Uncovering buried memories and history in our fix and flip properties.

On a warm March day, I was lucky to get out of the office where I am usually seen crunching numbers and paying the bills. I was enlisted to help Jim and Kurt, two of our project managers, to finish the landscaping at our Gaylord project. Our fix and flip business bought the property, near the University of Denver’s campus, in terrible condition. There were trash and debris in every room and there was a bedroom known to us as the “ferret room”. Yes, an entire room dedicated to housing pet ferrets. The backyard had been neglected for years. Weeds and little saplings covered the area, making it difficult to walk through the decaying jungle. Thankfully on that Tuesday, the breeze was light and the Colorado sun invited me to break out a t-shirt and get to work.

This property required all hands on deck, and I was happy to help!

Upon my arrival, Jim and Kurt assigned me to beautify the backyard. There was a huge mound of dirt and plenty of leaves to fill several large bags. As I raked the yard, I uncovered pieces of long-forgotten barbie dolls and wrestling figurines, and I couldn’t help but think of the children who had once played, laughed and enjoyed the fresh air here.

Flipping houses is an exciting adventure. 

From the anticipation, before you purchase a house to the final “before and after” house that is ready for sale, there is a lot of blood, sweat and sometimes tears that go into the final outcome. You undoubtedly unearth a lot of interesting history when renovating and remodeling a distressed property and often times those artifacts from previous homeowners are the true heartbeat of the home.
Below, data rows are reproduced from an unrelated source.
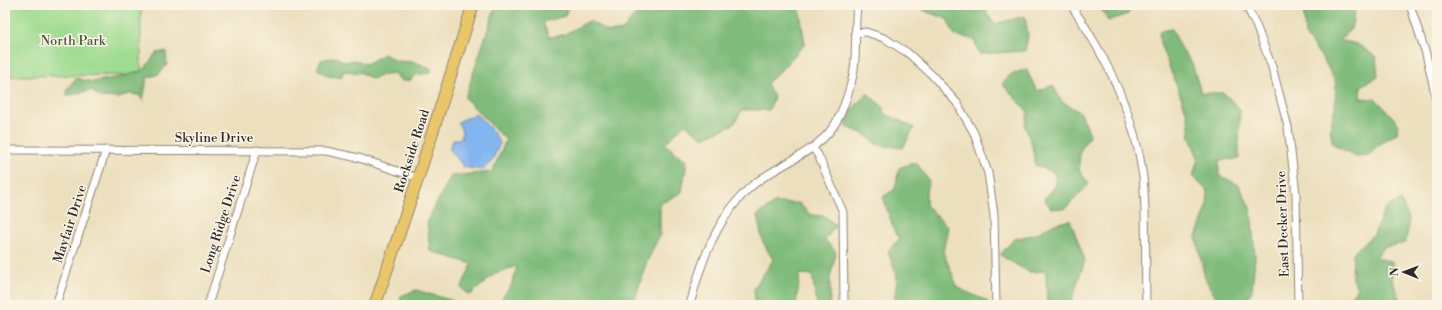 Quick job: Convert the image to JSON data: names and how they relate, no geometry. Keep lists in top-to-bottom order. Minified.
{"streets":{"main road":["Rockside Road"],"street":["Skyline Drive","Mayfair Drive","Long Ridge Drive","East Decker Drive"]},"crossings":[["Skyline Drive","Rockside Road"],["Skyline Drive","Mayfair Drive"],["Skyline Drive","Long Ridge Drive"]],"parks":["North Park"],"north":"left"} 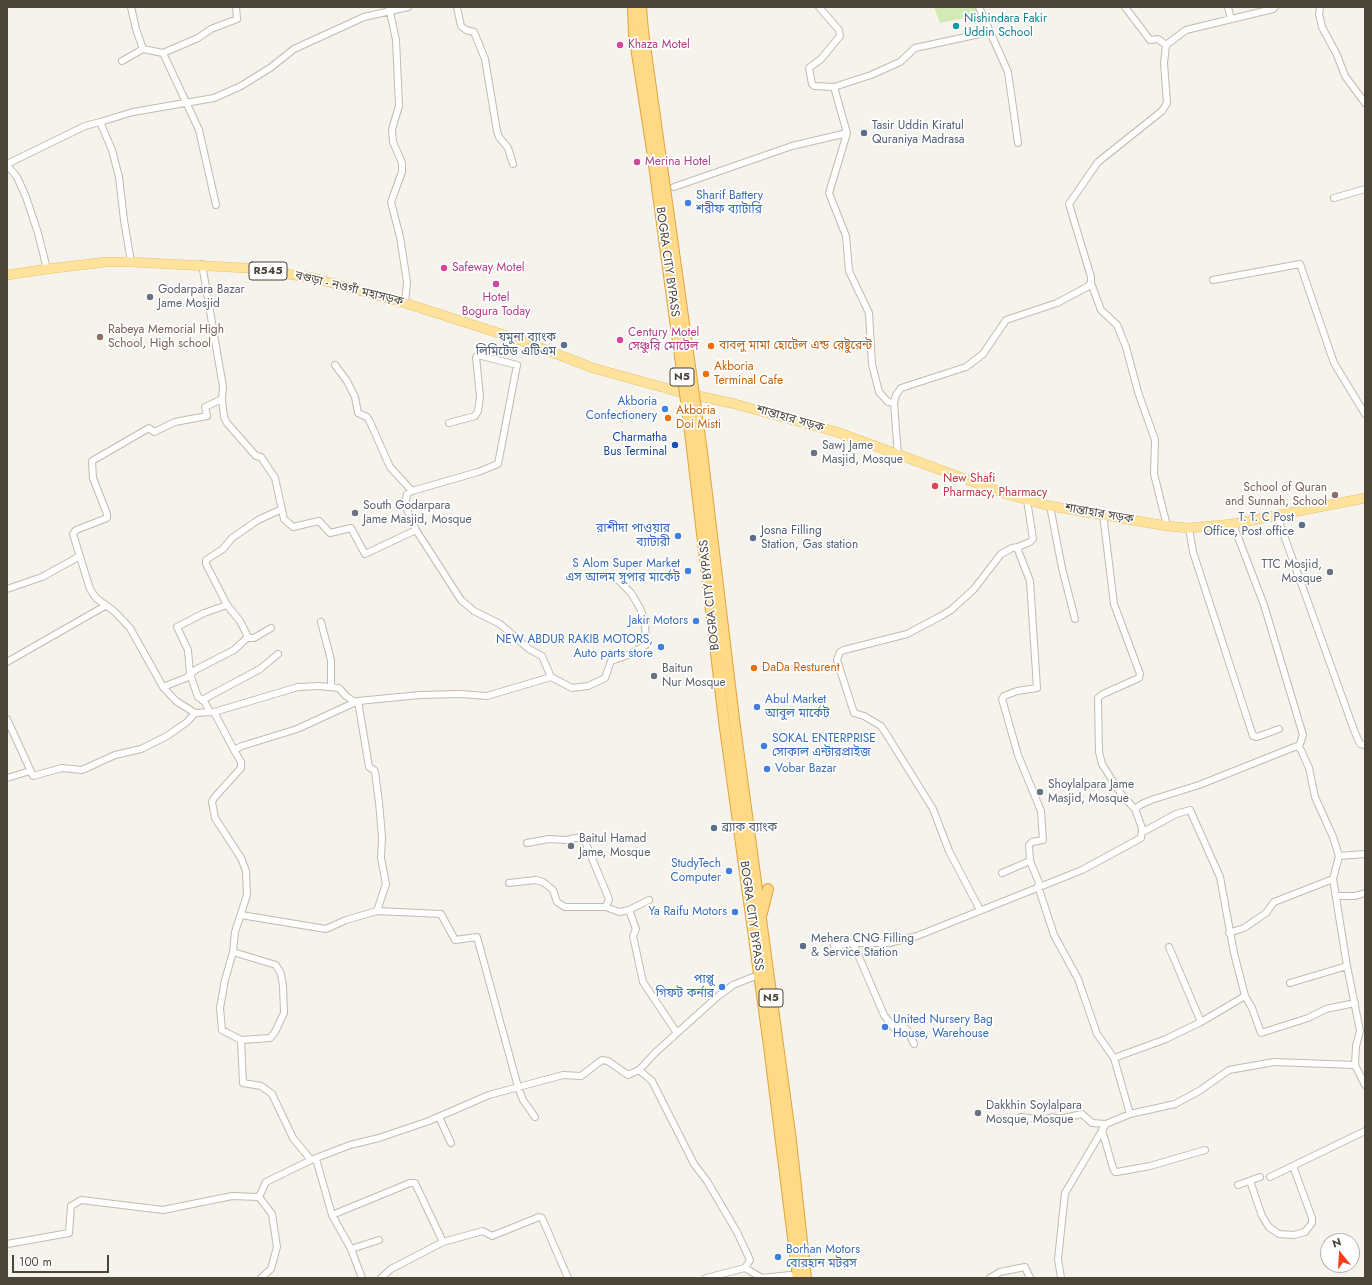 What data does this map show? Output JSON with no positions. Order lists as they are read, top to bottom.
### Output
{
  "streets": {
    "highway": ["BOGRA CITY BYPASS", "N5"],
    "main road": ["R545", "বগুড়া - নওগাঁ মহাসড়ক", "শান্তাহার সড়ক"]
  },
  "crossings": [
    ["বগুড়া - নওগাঁ মহাসড়ক", "শান্তাহার সড়ক"]
  ],
  "places": [
    "Nishindara Fakir Uddin School",
    "Khaza Motel",
    "Tasir Uddin Kiratul Quraniya Madrasa",
    "Merina Hotel",
    "Sharif Battery শরীফ ব্যাটারি",
    "Safeway Motel",
    "Hotel Bogura Today",
    "Godarpara Bazar Jame Mosjid",
    "Rabeya Memorial High School, High school",
    "Century Motel সেঞ্চুরি মোটেল",
    "যমুনা ব্যাংক লিমিটেড এটিএম",
    "বাবলু মামা হোটেল এন্ড রেষ্টুরেন্ট",
    "Akboria Terminal Cafe",
    "Akboria Confectionery",
    "Akboria Doi Misti",
    "Charmatha Bus Terminal",
    "Sawj Jame Masjid, Mosque",
    "New Shafi Pharmacy, Pharmacy",
    "School of Quran and Sunnah, School",
    "South Godarpara Jame Masjid, Mosque",
    "T. T. C Post Office, Post office",
    "রাশীদা পাওয়ার ব্যাটারী",
    "Josna Filling Station, Gas station",
    "S Alom Super Market এস আলম সুপার মার্কেট",
    "TTC Mosjid, Mosque",
    "Jakir Motors",
    "NEW ABDUR RAKIB MOTORS, Auto parts store",
    "DaDa Resturent",
    "Baitun Nur Mosque",
    "Abul Market আবুল মার্কেট",
    "SOKAL ENTERPRISE সোকাল এন্টারপ্রাইজ",
    "Vobar Bazar",
    "Shoylalpara Jame Masjid, Mosque",
    "ব্র্যাক ব্যাংক",
    "Baitul Hamad Jame, Mosque",
    "StudyTech Computer",
    "Ya Raifu Motors",
    "Mehera CNG Filling & Service Station",
    "পাপ্পু গিফট কর্নার",
    "United Nursery Bag House, Warehouse",
    "Dakkhin Soylalpara Mosque, Mosque",
    "Borhan Motors বোরহান মটরস"
  ],
  "scale_bar": "100 m",
  "north": "top"
} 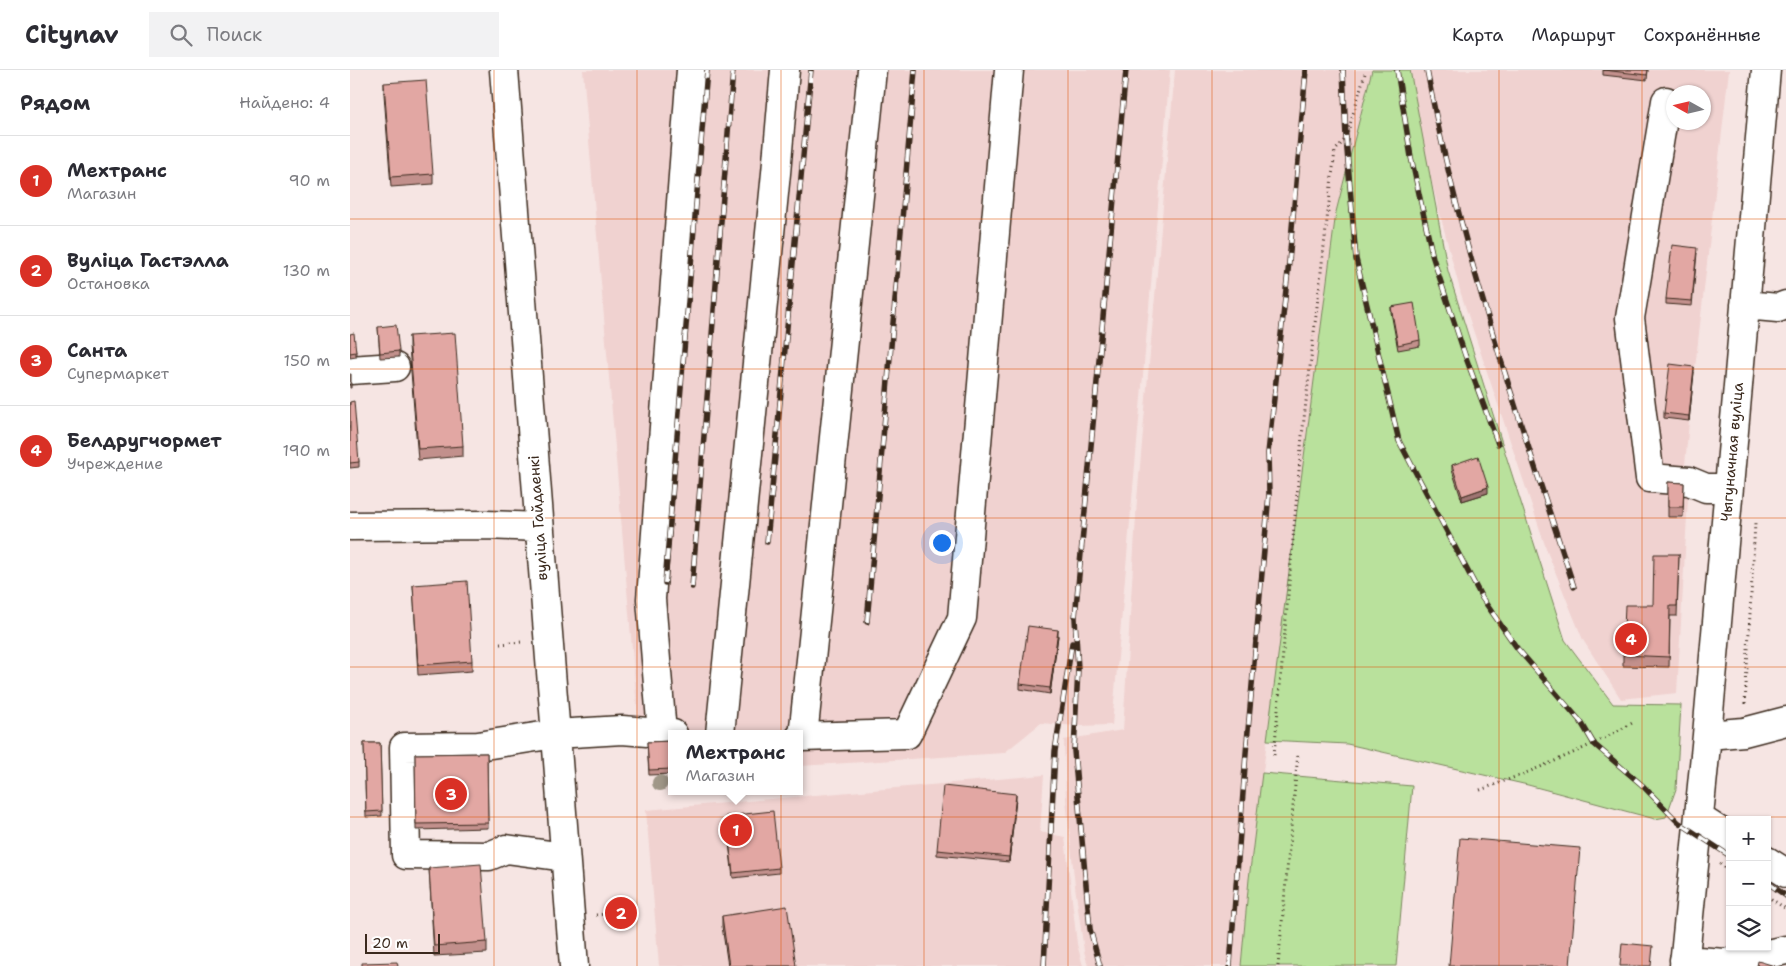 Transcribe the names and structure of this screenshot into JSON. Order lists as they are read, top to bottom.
{
  "streets": {
    "street": ["Чыгуначная вуліца", "вуліца Гайдаенкі"]
  },
  "scale_bar": "20 m",
  "north": "left",
  "page": {
    "header": "Citynav",
    "search": "Поиск",
    "nav": ["Карта", "Маршрут", "Сохранённые"],
    "heading": ["Рядом", "Найдено: 4"],
    "list": [
      {
        "mark": "1",
        "name": "Мехтранс",
        "note": "Магазин",
        "value": "90 m"
      },
      {
        "mark": "2",
        "name": "Вуліца Гастэлла",
        "note": "Остановка",
        "value": "130 m"
      },
      {
        "mark": "3",
        "name": "Санта",
        "note": "Супермаркет",
        "value": "150 m"
      },
      {
        "mark": "4",
        "name": "Белдругчормет",
        "note": "Учреждение",
        "value": "190 m"
      }
    ],
    "pins": [
      "4",
      "3",
      "1",
      "2"
    ],
    "popup": ["Мехтранс", "Магазин"],
    "map_buttons": ["+", "−"],
    "scale": "20 m"
  }
} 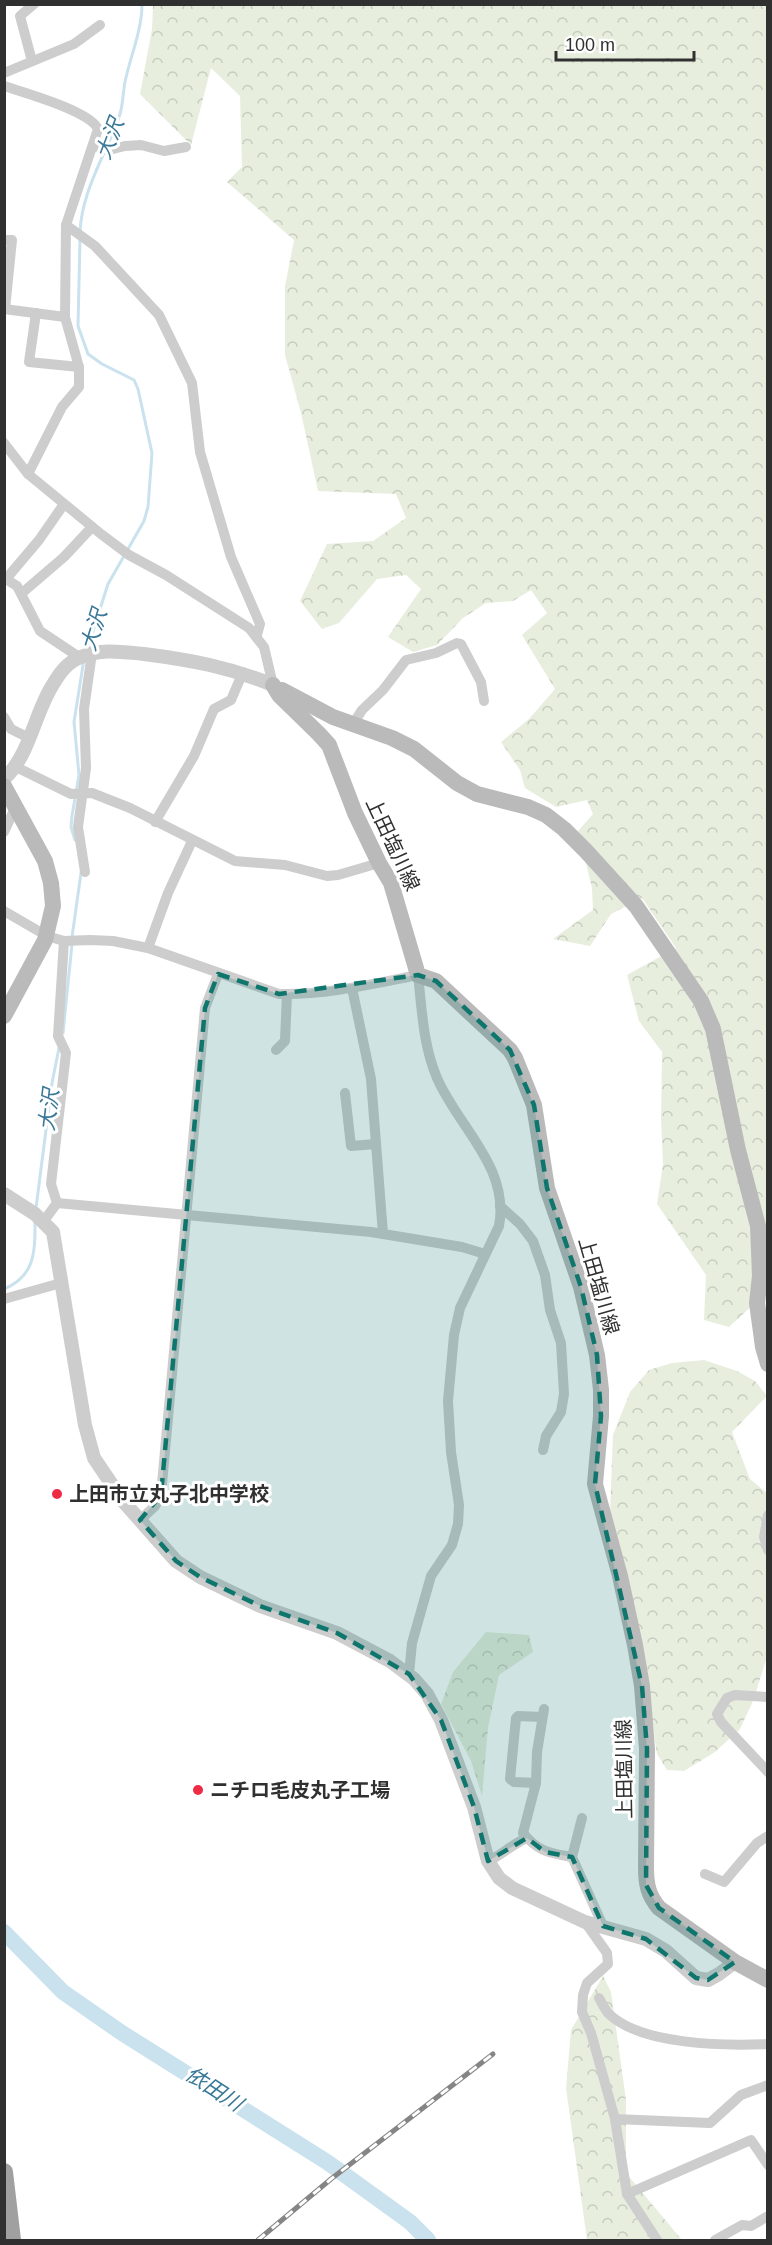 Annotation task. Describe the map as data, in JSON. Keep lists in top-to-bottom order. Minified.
{"streets":{"main road":["上田塩川線"]},"water":["大沢","依田川"],"places":["上田市立丸子北中学校","ニチロ毛皮丸子工場"],"scale_bar":"100 m"} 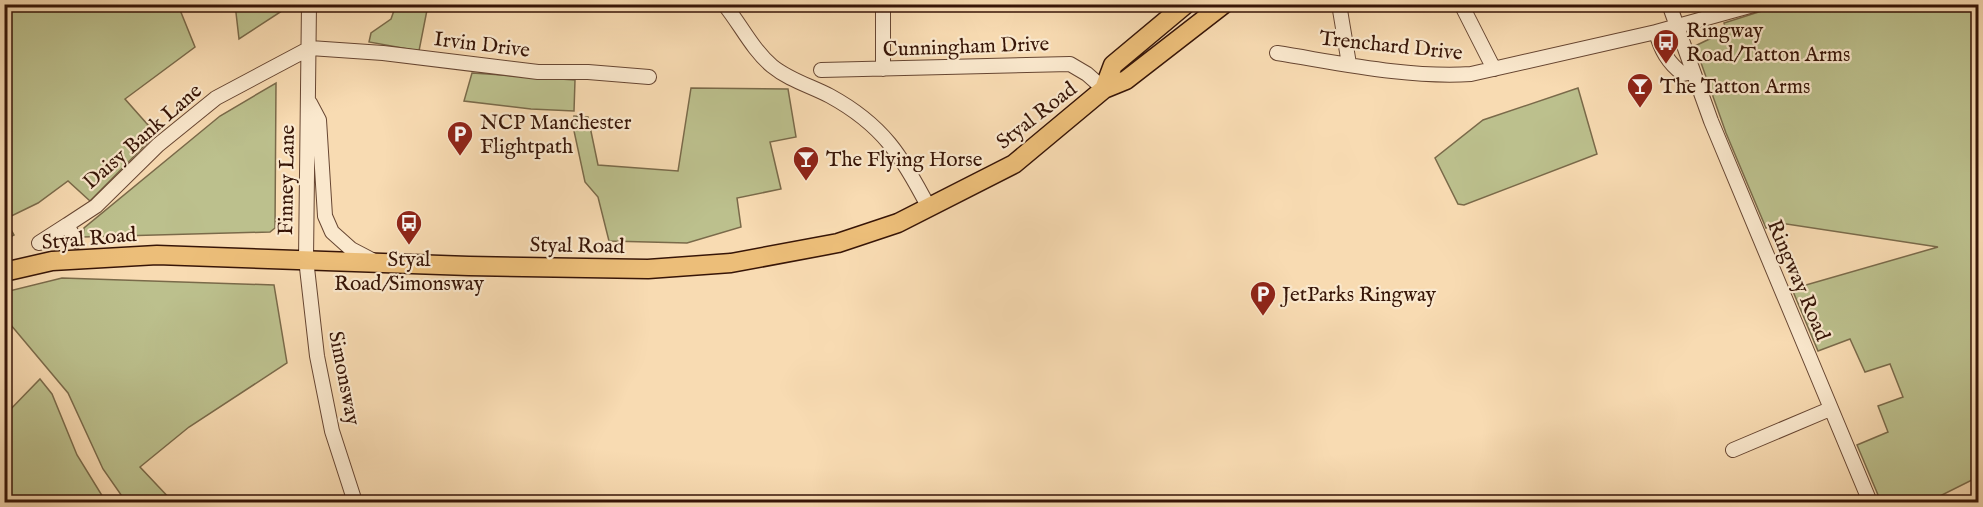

Then, I got a pleasant surprise - a visit from the previous owner. 

Steve hung out with us for a while and took us to another place and time with his anecdotes. As the memories resurfaced, tears filled his eyes. It was a great reminder of the emotional connection that people have with their homes.

The most poignant recollection for me was Steve’s memory of placing his handprints alongside his mother’s on the sidewalk near the front door. It was evident that he held that memory close.

There is a lot of personal satisfaction for our house flipping team when we renovate a rundown property, restore its beauty and get “two thumbs up” from the previous owner. In this case, I’m even more pleased that we were able to keep treasured memories alive where four hands marked the wet cement on a warm spring day in 1989.